By some point in the night, I had picked up so many new dance moves that I couldn’t wait to show them off when I got back home. Little did I realize that the steps would not stay with me,
as though in some way intrinsically linked to the heart of the Dominican.
The next morning, my friends and I barely made it to the lobby in time for the tour we had scheduled. When we arrived, all the other tourists were waiting in the back of the pick up truck and
there were only two seats left. One of us had to sit on the hood of the cab and I volunteered for the first leg of the trip.
Before climbing onto the top of the truck, one of the guides, Carlos, handed me a clear bottle of unidentified liquid. The shirt he wore hung open and he rubbed his chest, proudly displaying a
bellybutton that protruded some inches from his abdomen like a secondary organ. I choked back a gulp of the firewater he had given me and made sure to look nowhere but directly in his eye
when I gave him back the bottle.
Now on our way, I clung to the roll bar as we bounced along uneven dirt roads, ducking political banners hanging from the trunks of palm trees and dodging hard-shelled, flying insects.
My muscles ached by the time we reached our destination and I hopped off the roof of the truck. We had stopped in a marshy field and we followed our guides down a trail that led to the
mouth of the jungle.
The path narrowed and we moved in single file through the underbrush. All around us, slender tree trunks stretched to the sky like long necks craning above our heads. A humid breeze
rustled through the leaves and seemed to carry with it the breath of dinosaurs that once had roved this jungle. We did not speak to one another, instead acutely aware of the chatter of
tropical birds and the ominous puddles you could disappear in that lined the trail.
We came to a stop on the edge of a sheer drop-off. Below our feet, a bath of blue-green water sparkled in an old stone quarry. Thick vines drooped past into the water but
we took the long way around, descending a steep stairwell carved into the side of the bluff. We stepped down onto a floating dock where we left our things and plunged into the lake.
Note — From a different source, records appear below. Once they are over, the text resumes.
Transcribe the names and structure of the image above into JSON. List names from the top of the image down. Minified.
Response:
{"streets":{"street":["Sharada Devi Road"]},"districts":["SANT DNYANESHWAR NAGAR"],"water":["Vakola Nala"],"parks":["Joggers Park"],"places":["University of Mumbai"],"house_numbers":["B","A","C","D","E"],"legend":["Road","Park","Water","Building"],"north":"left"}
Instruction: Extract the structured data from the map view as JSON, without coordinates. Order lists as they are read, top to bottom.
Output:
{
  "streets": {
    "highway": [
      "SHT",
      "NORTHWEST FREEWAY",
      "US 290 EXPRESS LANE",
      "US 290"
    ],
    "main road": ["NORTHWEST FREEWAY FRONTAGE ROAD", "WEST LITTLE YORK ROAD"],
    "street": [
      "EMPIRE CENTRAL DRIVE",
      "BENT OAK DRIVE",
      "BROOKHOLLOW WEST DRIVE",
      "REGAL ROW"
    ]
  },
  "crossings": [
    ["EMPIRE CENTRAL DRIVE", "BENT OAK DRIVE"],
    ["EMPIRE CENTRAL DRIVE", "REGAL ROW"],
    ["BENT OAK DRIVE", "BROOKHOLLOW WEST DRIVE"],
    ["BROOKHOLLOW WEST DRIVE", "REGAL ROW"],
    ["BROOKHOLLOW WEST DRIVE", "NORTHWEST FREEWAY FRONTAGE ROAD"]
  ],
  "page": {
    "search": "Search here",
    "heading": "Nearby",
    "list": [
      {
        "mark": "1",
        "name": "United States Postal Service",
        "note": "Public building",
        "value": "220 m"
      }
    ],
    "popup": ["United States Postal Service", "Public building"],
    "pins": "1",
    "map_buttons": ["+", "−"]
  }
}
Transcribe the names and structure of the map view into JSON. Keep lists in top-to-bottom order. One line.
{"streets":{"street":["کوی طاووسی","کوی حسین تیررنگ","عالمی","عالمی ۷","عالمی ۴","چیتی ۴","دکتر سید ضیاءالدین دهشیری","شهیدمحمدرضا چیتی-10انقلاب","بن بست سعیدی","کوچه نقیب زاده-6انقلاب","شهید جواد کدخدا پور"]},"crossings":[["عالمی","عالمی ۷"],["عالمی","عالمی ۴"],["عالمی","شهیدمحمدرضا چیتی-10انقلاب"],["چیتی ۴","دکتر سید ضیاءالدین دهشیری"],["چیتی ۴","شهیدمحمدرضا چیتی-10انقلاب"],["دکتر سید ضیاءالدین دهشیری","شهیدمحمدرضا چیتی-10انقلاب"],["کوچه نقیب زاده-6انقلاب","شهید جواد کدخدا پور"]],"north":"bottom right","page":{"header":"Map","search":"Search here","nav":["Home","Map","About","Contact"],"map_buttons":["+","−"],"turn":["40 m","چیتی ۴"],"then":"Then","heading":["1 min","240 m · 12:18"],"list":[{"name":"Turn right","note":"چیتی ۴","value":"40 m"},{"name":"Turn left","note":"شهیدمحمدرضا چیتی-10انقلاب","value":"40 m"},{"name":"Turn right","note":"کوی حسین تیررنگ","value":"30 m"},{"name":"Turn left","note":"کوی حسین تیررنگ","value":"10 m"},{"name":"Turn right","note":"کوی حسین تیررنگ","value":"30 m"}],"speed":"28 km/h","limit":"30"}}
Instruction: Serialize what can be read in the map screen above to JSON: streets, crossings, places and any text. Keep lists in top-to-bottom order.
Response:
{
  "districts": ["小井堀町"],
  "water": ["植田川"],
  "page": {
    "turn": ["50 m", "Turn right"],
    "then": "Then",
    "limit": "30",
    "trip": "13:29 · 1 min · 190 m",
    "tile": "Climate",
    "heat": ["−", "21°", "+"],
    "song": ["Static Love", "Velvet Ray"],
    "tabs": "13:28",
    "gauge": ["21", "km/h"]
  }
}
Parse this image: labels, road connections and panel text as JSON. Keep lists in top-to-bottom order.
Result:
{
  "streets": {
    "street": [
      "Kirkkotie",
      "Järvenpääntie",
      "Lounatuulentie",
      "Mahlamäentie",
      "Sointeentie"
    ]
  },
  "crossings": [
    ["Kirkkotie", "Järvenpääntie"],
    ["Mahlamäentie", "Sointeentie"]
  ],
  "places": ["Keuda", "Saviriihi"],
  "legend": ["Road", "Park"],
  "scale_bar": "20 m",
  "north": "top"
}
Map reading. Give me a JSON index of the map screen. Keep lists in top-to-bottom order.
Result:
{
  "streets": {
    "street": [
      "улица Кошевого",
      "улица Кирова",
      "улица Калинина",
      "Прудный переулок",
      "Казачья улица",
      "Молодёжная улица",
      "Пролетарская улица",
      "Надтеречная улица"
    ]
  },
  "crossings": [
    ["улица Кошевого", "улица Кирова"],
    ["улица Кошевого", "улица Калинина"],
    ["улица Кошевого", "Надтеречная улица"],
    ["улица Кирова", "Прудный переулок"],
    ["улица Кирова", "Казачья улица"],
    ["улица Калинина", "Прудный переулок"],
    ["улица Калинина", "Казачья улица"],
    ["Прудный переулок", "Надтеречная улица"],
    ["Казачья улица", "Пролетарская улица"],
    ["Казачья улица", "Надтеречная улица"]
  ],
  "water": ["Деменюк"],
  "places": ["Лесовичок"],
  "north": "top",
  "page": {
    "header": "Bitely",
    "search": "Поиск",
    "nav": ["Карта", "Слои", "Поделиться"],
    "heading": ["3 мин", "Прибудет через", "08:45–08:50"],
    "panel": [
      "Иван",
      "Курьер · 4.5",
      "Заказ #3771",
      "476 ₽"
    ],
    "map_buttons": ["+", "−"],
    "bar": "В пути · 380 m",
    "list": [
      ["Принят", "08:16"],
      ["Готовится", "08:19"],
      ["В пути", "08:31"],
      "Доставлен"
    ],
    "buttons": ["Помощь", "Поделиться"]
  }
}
The water was shallow and warm and so clear I could see my own feet. Overhead, the sky was searing blue against the lush green mantle of the forest grove. All around me, curious fish
swam the reservoir, their scales glittering pink and green in the filtered sunlight. I swam farther from the dock, the water becoming deeper, my feet no longer able to reach the muddy bottom.
Now treading water, the fish came so close that I could touch them. They were not timid and their skin was coarse and clammy. I felt something tickle my thigh and I squinted through the
dazzling water. A meaty fish with pointy teeth was nibbling air bubbles off my leg.
I kicked my leg out and felt myself sink. My head dipped below the surface and I swallowed a mouthful of water. Coughing and flailing, I splashed my way back to the shallows and my friends.
Luckily, I hadn’t been followed and no one had noticed my freestyle swim of hysterical panic.
The next moment, I heard splashing beside me and I was surprised to see Carlos race past me in the water and hurl himself onto the dock. I was horrorstruck when I saw a small fish
clamped onto his bellybutton. He tore the fish away and blood spattered across the dock.
I heard Elaine whisper, “Holy Mother.”
Patty just shook her head.
We collectively decided it was time for all to get out of the water and the tour continued in uncomfortable silence. Sitting among the subdued group of people in the back of the pickup truck,
I could not guess what the next stop would bring.
Breaking the silence, Patty leaned over to me and said, “This place isn’t ready for tourists yet.”
I couldn’t have agreed less. Beautiful, untamed Dominican Republic, please don’t change a thing and I’ll be back as soon as I can.